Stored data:
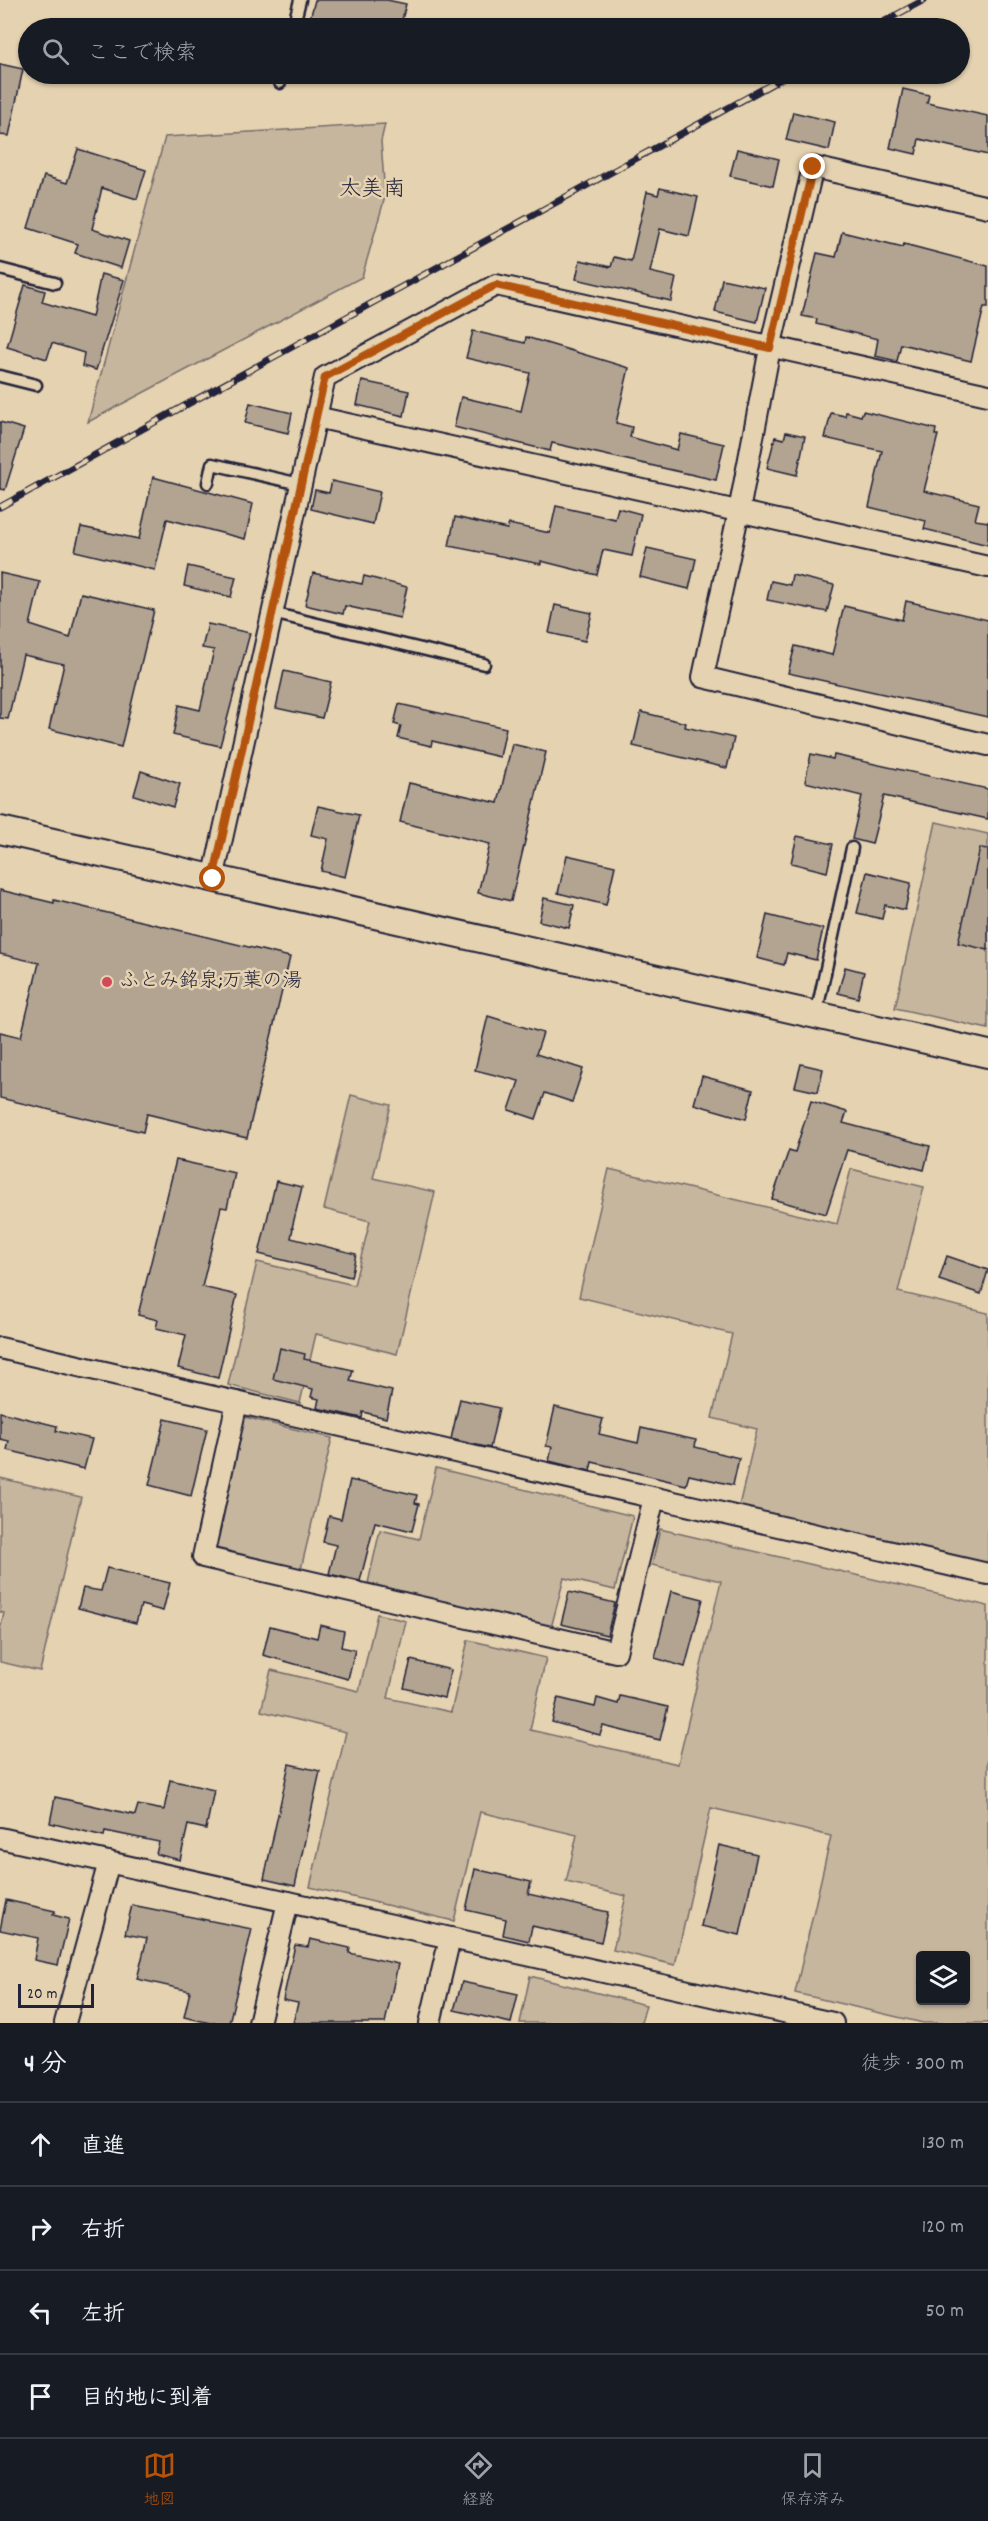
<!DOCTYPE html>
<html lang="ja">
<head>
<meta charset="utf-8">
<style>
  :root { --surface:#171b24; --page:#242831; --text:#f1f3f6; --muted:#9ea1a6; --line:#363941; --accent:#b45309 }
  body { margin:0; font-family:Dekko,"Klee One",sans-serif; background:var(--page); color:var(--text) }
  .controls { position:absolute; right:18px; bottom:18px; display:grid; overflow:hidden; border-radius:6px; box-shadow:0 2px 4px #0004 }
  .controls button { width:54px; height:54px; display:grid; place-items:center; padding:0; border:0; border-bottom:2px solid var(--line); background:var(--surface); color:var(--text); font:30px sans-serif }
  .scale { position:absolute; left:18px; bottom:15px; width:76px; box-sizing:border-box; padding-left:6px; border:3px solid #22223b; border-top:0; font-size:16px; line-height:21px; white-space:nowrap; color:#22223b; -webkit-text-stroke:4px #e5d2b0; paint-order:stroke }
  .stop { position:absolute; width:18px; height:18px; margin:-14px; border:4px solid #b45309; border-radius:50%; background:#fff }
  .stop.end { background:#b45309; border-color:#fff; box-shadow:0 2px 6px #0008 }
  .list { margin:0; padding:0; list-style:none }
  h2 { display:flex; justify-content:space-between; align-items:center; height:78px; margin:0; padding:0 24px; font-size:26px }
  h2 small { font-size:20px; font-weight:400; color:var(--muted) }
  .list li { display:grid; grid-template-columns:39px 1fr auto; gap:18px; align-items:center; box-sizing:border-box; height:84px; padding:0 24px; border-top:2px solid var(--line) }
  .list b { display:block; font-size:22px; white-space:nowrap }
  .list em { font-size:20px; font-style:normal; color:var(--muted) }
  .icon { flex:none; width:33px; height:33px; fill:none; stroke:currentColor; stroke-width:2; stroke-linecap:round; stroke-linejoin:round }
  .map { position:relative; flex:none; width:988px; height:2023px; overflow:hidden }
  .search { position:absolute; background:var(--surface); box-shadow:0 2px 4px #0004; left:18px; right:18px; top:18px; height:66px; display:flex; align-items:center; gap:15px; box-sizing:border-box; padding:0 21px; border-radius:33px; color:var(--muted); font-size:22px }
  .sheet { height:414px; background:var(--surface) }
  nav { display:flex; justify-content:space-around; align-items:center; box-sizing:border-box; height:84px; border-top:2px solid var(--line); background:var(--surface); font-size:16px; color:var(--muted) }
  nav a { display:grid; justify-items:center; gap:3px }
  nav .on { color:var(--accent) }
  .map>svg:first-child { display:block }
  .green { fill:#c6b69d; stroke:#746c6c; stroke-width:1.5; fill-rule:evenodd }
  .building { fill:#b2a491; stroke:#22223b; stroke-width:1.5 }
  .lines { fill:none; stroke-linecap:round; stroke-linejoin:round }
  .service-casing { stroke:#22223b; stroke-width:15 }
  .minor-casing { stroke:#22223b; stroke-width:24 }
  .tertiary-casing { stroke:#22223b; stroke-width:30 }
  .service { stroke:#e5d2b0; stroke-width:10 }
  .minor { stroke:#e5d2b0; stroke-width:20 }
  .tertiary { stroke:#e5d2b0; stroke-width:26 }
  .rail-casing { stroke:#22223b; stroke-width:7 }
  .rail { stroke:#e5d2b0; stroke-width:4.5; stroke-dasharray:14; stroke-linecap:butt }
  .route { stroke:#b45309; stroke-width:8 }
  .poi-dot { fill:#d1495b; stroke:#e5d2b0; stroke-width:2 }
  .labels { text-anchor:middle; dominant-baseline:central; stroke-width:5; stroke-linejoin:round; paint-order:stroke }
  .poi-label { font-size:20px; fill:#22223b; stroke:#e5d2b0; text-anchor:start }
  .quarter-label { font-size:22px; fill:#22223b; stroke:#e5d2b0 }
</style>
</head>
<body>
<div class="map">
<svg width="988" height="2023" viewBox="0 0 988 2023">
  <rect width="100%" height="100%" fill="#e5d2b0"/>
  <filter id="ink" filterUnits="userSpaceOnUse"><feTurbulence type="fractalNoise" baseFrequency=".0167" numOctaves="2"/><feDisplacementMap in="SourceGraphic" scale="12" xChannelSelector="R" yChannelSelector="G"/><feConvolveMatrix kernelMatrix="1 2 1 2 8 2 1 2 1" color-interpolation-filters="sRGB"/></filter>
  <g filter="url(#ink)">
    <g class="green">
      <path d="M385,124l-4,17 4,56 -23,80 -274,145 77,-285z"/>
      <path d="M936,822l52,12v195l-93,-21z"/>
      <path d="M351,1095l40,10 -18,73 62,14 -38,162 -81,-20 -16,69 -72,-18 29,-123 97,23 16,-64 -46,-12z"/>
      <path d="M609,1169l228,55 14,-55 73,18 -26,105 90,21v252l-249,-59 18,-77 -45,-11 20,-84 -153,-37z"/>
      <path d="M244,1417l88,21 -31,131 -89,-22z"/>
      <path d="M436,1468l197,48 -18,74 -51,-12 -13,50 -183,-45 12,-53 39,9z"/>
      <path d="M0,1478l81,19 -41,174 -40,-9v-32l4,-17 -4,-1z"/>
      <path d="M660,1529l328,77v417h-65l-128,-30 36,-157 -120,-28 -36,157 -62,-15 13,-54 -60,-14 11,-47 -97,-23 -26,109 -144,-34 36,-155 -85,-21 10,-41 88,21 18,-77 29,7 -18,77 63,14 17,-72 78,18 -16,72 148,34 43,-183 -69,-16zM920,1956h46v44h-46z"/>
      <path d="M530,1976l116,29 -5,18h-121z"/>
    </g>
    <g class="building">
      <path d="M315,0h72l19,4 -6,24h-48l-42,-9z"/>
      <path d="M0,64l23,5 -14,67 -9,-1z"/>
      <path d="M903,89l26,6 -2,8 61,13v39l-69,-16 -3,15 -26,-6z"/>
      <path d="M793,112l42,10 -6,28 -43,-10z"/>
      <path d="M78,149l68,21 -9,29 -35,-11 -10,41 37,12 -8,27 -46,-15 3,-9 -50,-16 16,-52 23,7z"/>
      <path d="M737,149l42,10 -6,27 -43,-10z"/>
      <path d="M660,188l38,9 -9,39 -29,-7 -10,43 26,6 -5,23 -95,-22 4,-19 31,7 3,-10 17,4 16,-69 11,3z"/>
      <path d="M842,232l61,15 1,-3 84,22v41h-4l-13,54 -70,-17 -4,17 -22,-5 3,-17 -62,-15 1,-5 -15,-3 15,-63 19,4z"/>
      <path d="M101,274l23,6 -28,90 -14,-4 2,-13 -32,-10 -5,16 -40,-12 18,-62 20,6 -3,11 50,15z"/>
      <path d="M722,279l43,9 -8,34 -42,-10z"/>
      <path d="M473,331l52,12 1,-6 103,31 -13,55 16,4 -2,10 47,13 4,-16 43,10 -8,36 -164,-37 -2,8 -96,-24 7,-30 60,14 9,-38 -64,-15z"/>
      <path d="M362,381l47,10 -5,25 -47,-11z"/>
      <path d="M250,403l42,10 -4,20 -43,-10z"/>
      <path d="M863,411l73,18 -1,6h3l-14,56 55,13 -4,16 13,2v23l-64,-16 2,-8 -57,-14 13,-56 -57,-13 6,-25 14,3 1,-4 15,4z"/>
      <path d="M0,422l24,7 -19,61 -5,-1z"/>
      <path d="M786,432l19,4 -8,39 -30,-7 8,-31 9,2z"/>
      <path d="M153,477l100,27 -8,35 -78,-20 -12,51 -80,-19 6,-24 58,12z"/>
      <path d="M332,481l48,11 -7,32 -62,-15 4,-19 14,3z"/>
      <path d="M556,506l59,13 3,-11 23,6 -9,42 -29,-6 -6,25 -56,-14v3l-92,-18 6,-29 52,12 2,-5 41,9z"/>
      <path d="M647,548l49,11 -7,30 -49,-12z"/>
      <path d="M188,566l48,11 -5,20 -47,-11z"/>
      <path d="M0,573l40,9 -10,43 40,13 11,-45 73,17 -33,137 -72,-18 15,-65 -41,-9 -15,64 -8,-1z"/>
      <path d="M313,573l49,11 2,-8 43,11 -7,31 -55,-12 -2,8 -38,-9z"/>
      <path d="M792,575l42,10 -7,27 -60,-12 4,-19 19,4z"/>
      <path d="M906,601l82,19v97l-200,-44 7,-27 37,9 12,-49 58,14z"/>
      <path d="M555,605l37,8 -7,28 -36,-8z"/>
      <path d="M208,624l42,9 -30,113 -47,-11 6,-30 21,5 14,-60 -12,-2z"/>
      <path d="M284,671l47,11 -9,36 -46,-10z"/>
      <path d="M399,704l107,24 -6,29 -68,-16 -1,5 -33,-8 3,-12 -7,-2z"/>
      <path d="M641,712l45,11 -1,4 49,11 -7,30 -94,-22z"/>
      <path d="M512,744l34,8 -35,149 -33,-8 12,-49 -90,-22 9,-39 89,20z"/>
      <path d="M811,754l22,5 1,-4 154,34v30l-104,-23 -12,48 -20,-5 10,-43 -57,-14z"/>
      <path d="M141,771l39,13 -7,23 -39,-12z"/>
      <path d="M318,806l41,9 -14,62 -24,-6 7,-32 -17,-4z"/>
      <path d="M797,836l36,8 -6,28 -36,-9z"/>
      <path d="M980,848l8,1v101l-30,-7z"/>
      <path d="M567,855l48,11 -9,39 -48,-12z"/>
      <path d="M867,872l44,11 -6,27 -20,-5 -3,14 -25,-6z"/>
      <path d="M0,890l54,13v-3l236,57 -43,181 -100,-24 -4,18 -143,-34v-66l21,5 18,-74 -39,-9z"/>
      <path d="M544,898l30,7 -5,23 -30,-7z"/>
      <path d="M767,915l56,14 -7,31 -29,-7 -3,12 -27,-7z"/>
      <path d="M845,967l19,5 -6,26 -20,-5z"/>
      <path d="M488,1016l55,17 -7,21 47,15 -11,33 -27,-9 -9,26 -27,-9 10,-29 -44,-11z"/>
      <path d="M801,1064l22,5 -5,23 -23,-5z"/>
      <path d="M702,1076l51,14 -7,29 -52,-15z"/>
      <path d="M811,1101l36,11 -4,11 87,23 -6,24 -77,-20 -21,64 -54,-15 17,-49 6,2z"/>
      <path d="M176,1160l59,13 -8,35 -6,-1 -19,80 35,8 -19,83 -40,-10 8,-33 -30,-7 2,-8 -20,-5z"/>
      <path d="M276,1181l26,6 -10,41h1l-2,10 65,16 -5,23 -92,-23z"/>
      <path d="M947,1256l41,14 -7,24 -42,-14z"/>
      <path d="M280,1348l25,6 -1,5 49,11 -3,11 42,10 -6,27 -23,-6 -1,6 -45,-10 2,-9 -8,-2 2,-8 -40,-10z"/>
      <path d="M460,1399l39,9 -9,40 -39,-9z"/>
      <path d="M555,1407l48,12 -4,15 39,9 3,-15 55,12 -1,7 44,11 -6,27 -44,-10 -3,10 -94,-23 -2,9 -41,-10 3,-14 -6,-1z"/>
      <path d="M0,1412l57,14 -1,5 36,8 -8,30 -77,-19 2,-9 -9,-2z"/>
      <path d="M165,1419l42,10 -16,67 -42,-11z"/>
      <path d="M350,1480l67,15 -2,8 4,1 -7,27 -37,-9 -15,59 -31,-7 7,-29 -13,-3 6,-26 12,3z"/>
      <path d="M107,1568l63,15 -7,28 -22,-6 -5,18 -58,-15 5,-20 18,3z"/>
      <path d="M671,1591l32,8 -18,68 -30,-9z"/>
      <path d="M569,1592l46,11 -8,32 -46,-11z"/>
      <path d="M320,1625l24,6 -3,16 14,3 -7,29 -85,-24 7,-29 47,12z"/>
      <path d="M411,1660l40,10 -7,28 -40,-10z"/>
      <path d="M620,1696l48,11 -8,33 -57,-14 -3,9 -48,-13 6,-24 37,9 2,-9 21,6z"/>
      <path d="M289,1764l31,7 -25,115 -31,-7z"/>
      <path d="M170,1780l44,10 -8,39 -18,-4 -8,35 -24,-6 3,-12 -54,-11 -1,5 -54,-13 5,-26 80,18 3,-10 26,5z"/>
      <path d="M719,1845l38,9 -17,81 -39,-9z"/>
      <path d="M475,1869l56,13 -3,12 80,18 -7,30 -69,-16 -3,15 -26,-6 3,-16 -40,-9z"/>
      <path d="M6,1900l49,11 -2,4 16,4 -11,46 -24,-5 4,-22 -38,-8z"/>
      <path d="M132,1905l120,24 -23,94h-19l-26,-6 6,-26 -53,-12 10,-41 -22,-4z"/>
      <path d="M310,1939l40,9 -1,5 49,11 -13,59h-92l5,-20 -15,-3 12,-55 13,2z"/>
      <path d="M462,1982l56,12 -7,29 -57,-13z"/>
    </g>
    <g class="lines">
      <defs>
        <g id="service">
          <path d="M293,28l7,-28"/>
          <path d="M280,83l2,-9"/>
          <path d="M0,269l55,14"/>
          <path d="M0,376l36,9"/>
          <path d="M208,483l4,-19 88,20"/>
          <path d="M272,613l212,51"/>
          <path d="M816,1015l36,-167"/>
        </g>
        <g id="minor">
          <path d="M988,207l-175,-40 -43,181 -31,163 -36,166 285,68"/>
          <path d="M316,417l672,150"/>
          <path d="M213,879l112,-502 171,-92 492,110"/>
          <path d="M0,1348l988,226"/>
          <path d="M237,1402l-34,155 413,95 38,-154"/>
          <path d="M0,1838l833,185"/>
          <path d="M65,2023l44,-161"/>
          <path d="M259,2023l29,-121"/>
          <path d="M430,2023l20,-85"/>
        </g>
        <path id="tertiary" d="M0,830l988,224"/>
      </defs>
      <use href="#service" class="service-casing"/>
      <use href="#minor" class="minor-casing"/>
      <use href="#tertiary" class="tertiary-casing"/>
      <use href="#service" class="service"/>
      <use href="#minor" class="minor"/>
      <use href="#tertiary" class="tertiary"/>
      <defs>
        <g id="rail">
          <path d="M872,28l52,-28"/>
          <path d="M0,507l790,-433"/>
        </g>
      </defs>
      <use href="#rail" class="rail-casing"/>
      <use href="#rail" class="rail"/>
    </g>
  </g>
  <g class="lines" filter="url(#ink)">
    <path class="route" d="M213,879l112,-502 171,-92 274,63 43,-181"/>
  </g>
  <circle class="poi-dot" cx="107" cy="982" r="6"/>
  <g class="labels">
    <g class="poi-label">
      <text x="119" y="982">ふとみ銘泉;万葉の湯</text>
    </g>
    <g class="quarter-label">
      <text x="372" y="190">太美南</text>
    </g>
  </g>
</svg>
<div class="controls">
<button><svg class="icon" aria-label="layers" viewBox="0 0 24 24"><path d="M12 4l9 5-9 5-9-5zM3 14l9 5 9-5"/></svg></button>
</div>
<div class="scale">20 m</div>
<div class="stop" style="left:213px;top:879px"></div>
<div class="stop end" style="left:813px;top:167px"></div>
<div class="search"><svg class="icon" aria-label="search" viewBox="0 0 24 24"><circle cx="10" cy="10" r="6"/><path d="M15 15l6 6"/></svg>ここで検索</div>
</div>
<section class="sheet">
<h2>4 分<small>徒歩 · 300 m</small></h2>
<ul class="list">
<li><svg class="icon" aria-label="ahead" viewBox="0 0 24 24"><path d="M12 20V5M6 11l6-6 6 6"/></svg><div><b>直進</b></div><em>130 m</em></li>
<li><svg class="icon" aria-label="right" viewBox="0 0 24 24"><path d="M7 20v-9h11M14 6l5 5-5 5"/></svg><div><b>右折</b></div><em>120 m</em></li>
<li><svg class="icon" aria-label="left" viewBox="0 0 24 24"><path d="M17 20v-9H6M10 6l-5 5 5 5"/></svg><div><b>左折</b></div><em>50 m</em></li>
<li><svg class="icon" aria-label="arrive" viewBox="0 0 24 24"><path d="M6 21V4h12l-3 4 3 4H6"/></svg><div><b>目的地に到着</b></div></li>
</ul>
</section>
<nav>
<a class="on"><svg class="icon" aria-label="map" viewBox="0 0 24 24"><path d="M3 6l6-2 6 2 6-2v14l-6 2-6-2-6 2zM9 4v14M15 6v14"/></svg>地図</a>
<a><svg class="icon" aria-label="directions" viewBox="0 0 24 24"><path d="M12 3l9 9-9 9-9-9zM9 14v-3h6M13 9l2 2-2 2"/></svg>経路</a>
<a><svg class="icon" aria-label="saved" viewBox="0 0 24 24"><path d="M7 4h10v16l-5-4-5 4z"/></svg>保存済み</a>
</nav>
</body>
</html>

- _Required action_
Show every line in the entries above that contains the string "body".

- _Task output_
  body { margin:0; font-family:Dekko,"Klee One",sans-serif; background:var(--page); color:var(--text) }
<body>
</body>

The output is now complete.